Önerinize bayıldım. O kadar hayata dair ki! Ne diyeyim, zamanlamanız yine harika!

Bilinç erişkinliği, an'a egemen olma, idrak.. bir de hareket eden her şeye saldıranlar…

Tarihin en uzun soluklu çok kişilik'siz yerseniz- komedisi. Evet, fakat ne 'Comico' ne de 'Commedia'.

dışarıdan alınan herşeyin bağımlılık yaptığı ve pahalı olduğu bilgisi.

felsefe iyidir.

Ya muhalifimiz çekingen ya da aptal değilse? bu durumda kim aptal?

Schopenhauer için, tartışma sanatının inceliklerinin yalnızlık sanatının getirisi hallerden olduğu sonucuna varan biri olarak, sadece kazanmak üzerine geliştirdiği hilelerin/acizliğinin başlangıcına gelelim;

İlkin, tartışma için gerekli olan malzemeler:

1 doz Schopenhauer
1 doz şanslı muhalif,
1 tane genişleme potansiyeline sahip teflon konu,
bir tutam da hile…

Tarifimize gelecek olursak, Schopenhauer'un tartışmaya rakibi tartma hamlesiyle başladığını ve ardından da çıkan sonuca göre kaynama noktası belirlediğini görmekteyiz.

Fakat rakip sıkı biri ise özetle de pişmiş aşına su katacak türden biri ise bu kez de haklı çıkma sanatının inceliklerini işlemeye başlar ki bu benim için acizliktir…

Burada dikkat çekici olan nokta tartışmalarda haklı çıkma zorunluluğun bulunması faciasıdır…

Tartışmaların sadece tatsız "tart" aşamasına dönüştüğü ve kalıp çıkarma aracı olmasından haz etmediğimi anlamışsınızdır…

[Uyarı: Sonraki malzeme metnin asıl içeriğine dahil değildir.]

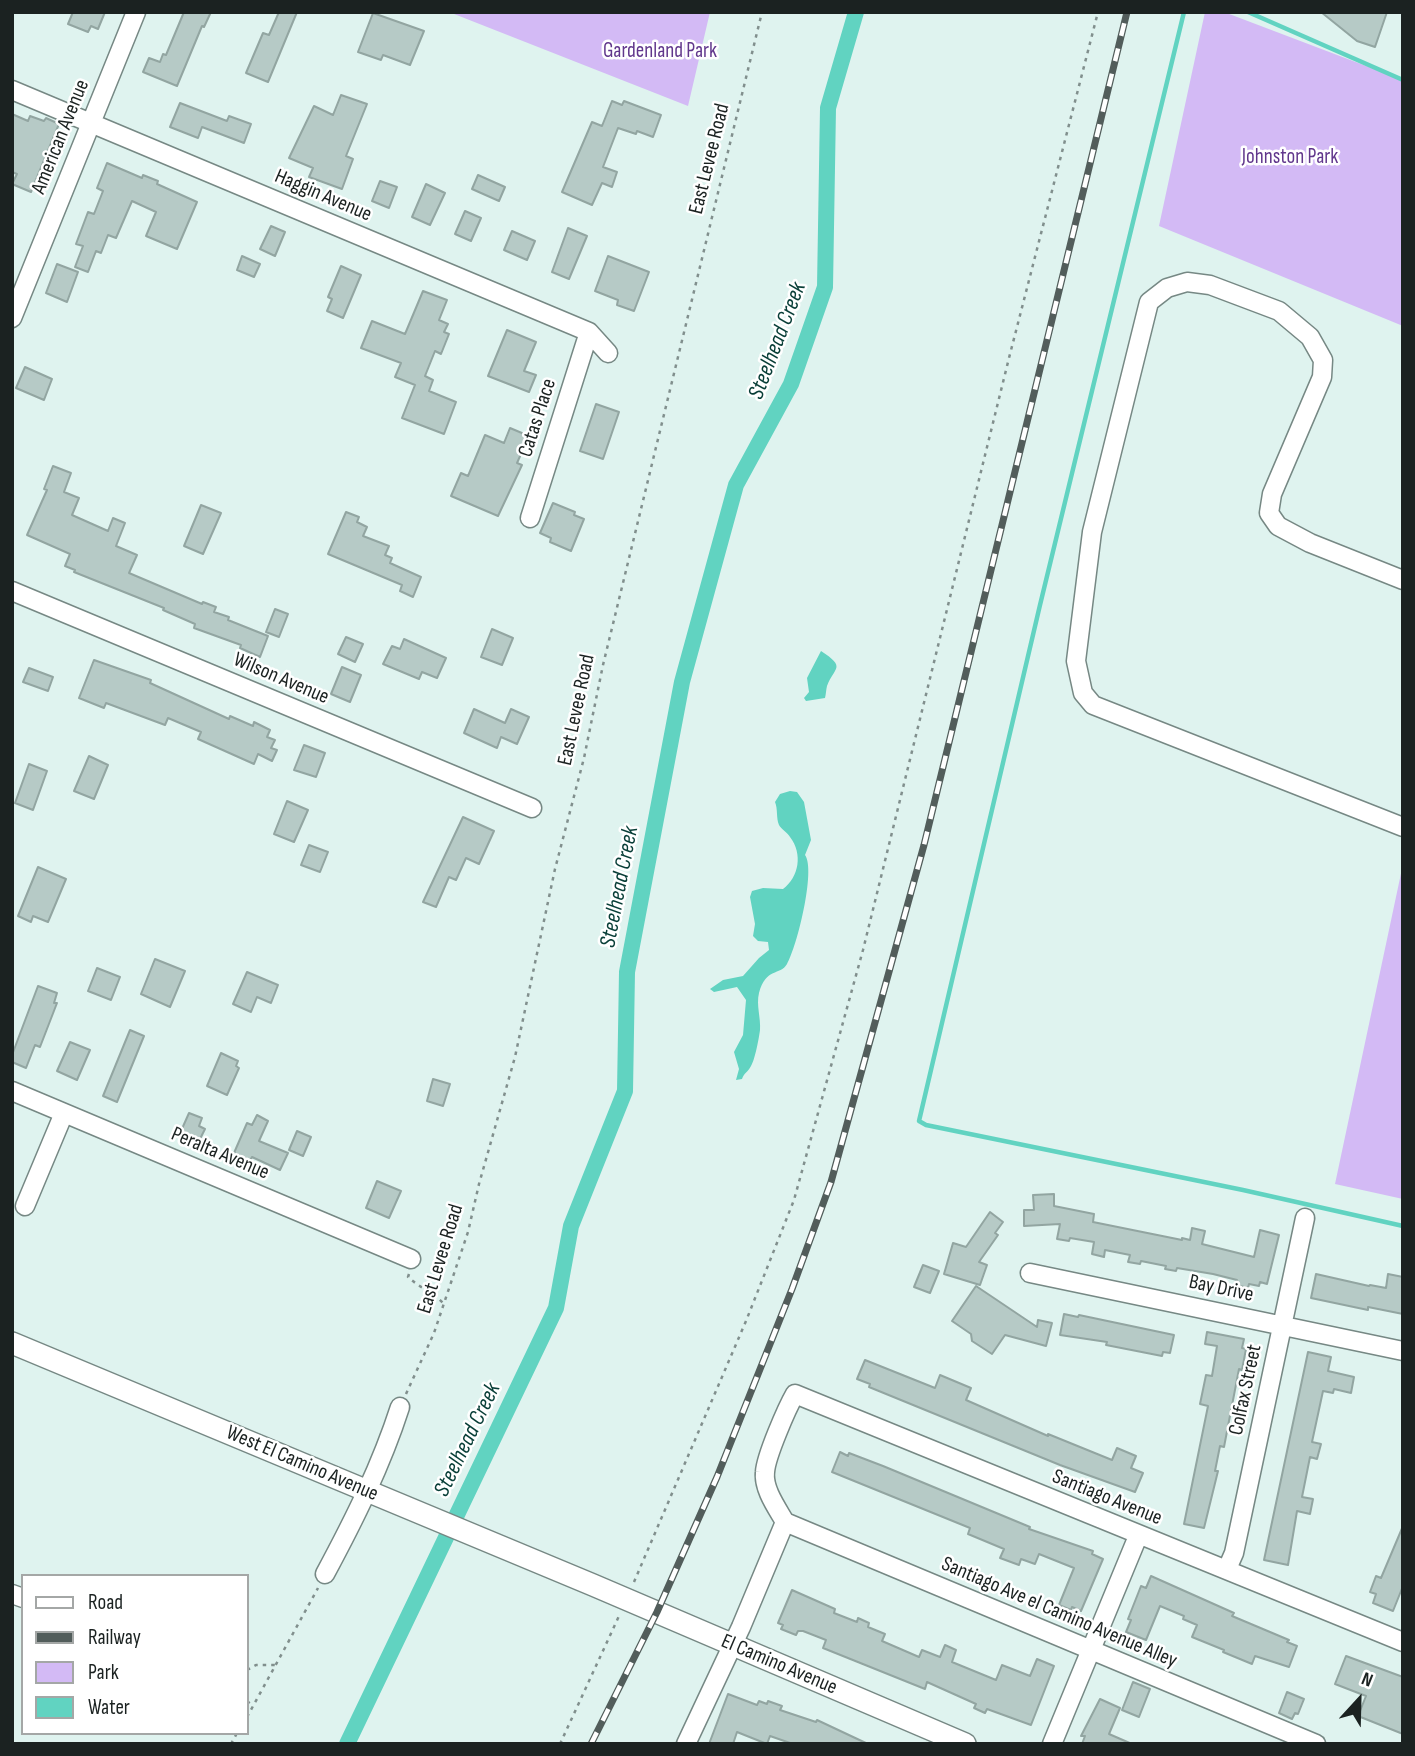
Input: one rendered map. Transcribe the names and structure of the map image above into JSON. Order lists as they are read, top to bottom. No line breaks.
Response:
{"streets":{"main road":["West El Camino Avenue","El Camino Avenue"],"street":["American Avenue","Haggin Avenue","Catas Place","Wilson Avenue","Peralta Avenue","Bay Drive","Colfax Street","Santiago Avenue","Santiago Ave el Camino Avenue Alley"],"path":["East Levee Road"]},"crossings":[["American Avenue","Haggin Avenue"],["Haggin Avenue","Catas Place"],["Bay Drive","Colfax Street"],["Colfax Street","Santiago Avenue"],["West El Camino Avenue","El Camino Avenue"],["Santiago Avenue","Santiago Ave el Camino Avenue Alley"]],"water":["Steelhead Creek"],"parks":["Gardenland Park","Johnston Park"],"legend":["Road","Railway","Park","Water"],"north":"top"}
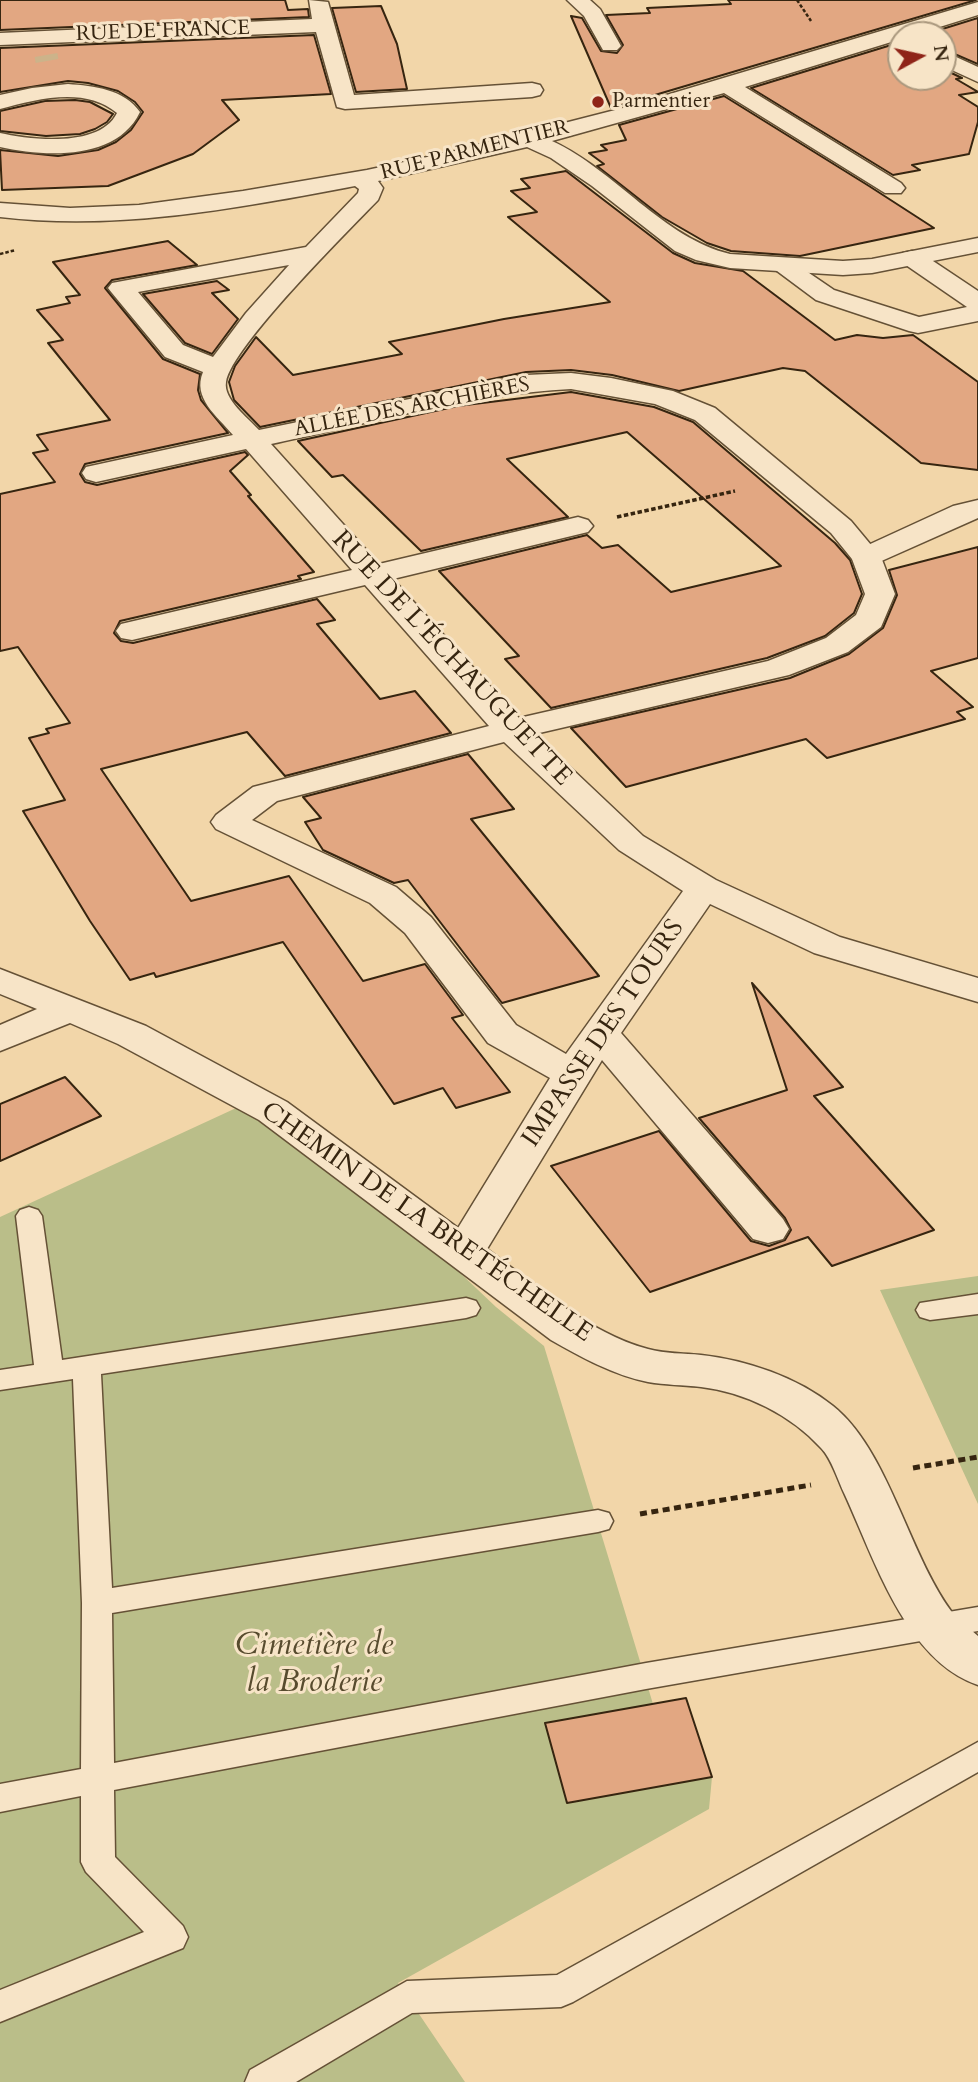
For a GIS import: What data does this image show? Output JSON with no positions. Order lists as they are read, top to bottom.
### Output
{
  "streets": {
    "street": [
      "RUE DE FRANCE",
      "RUE PARMENTIER",
      "ALLÉE DES ARCHIÈRES",
      "RUE DE L'ÉCHAUGUETTE",
      "IMPASSE DES TOURS",
      "CHEMIN DE LA BRETÉCHELLE"
    ]
  },
  "crossings": [
    ["ALLÉE DES ARCHIÈRES", "RUE DE L'ÉCHAUGUETTE"],
    ["ALLÉE DES ARCHIÈRES", "IMPASSE DES TOURS"],
    ["RUE DE L'ÉCHAUGUETTE", "IMPASSE DES TOURS"],
    ["IMPASSE DES TOURS", "CHEMIN DE LA BRETÉCHELLE"]
  ],
  "parks": ["Cimetière de la Broderie"],
  "places": ["Parmentier"],
  "north": "right"
}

Konfüçyüs Hoca Efendi (!) "Bende 1 yumurta var, sende 1 yumurta var. Ben sana 1 yumurta versem, sen bana bir yumurta versen, bende 1 yumurta sende 1 yumurta olur.Bende 1 bilgi var, sende 1 bilgi var. Ben sana 1 bilgi versem, sen bana 1bilgi versen, bende 2 bilgi, sende de 2 bilgi olur." derken, Schopenhauer kırarım senin yumurtanı demektedir.

Bu taktikleri bilmek tabii ki kötü değildir fakat umarım haklı çıkmak zorunda olmaz ve bu aciz taktiklere başvurmazsınız…

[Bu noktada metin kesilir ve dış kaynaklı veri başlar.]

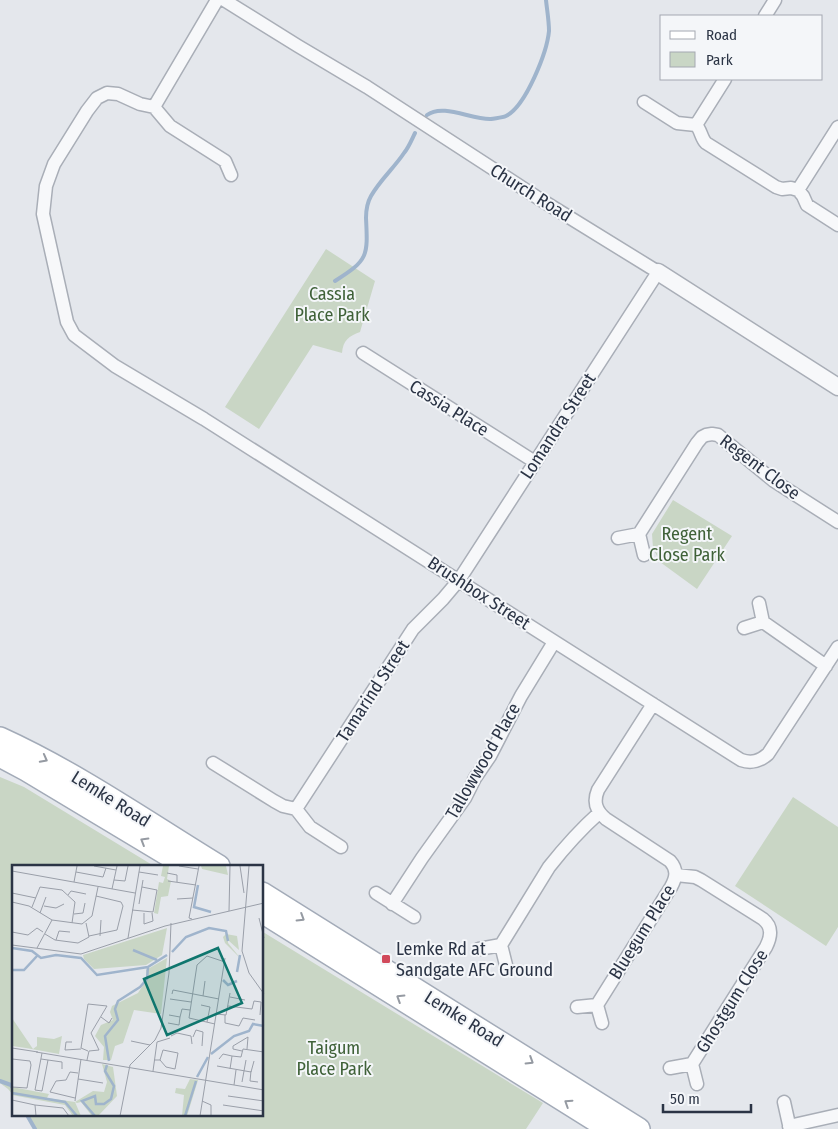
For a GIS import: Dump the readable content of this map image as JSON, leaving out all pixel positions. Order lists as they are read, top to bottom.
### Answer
{
  "streets": {
    "main road": ["Lemke Road"],
    "street": [
      "Church Road",
      "Cassia Place",
      "Lomandra Street",
      "Regent Close",
      "Brushbox Street",
      "Tamarind Street",
      "Tallowwood Place",
      "Bluegum Place",
      "Ghostgum Close"
    ]
  },
  "crossings": [
    ["Church Road", "Lomandra Street"],
    ["Cassia Place", "Lomandra Street"],
    ["Lomandra Street", "Brushbox Street"],
    ["Lomandra Street", "Tamarind Street"],
    ["Brushbox Street", "Tamarind Street"],
    ["Brushbox Street", "Tallowwood Place"],
    ["Bluegum Place", "Ghostgum Close"]
  ],
  "parks": ["Cassia Place Park", "Regent Close Park", "Taigum Place Park"],
  "places": {
    "transit": ["Lemke Rd at Sandgate AFC Ground"]
  },
  "legend": ["Road", "Park"],
  "scale_bar": "50 m"
}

Bizleri haklı çıkmak mı yoksa yenilmek mi ikilemine sokmaya çalışanlara inat, daima bir üçüncü yol davasına sanık olma hevesiyle hareket ederek "sen de haklısın" diyebilip de toptancı bakmamak umuduyla…

"Bazı insanlarla yüzleşmek zordur, haksız çıkarsın, Çünkü onların galip gelecekleri ikinci bir yüzleri daha vardır" der, Shaw…

Aklımızdan geçmesine ve düşünmemize rağmen ifade edemediklerimizi cesaretle ve derli toplu bir şekilde ifade etmiş olan Schopenhauer'un düşünceleri günümüzü etkilemeye devam etmektedir.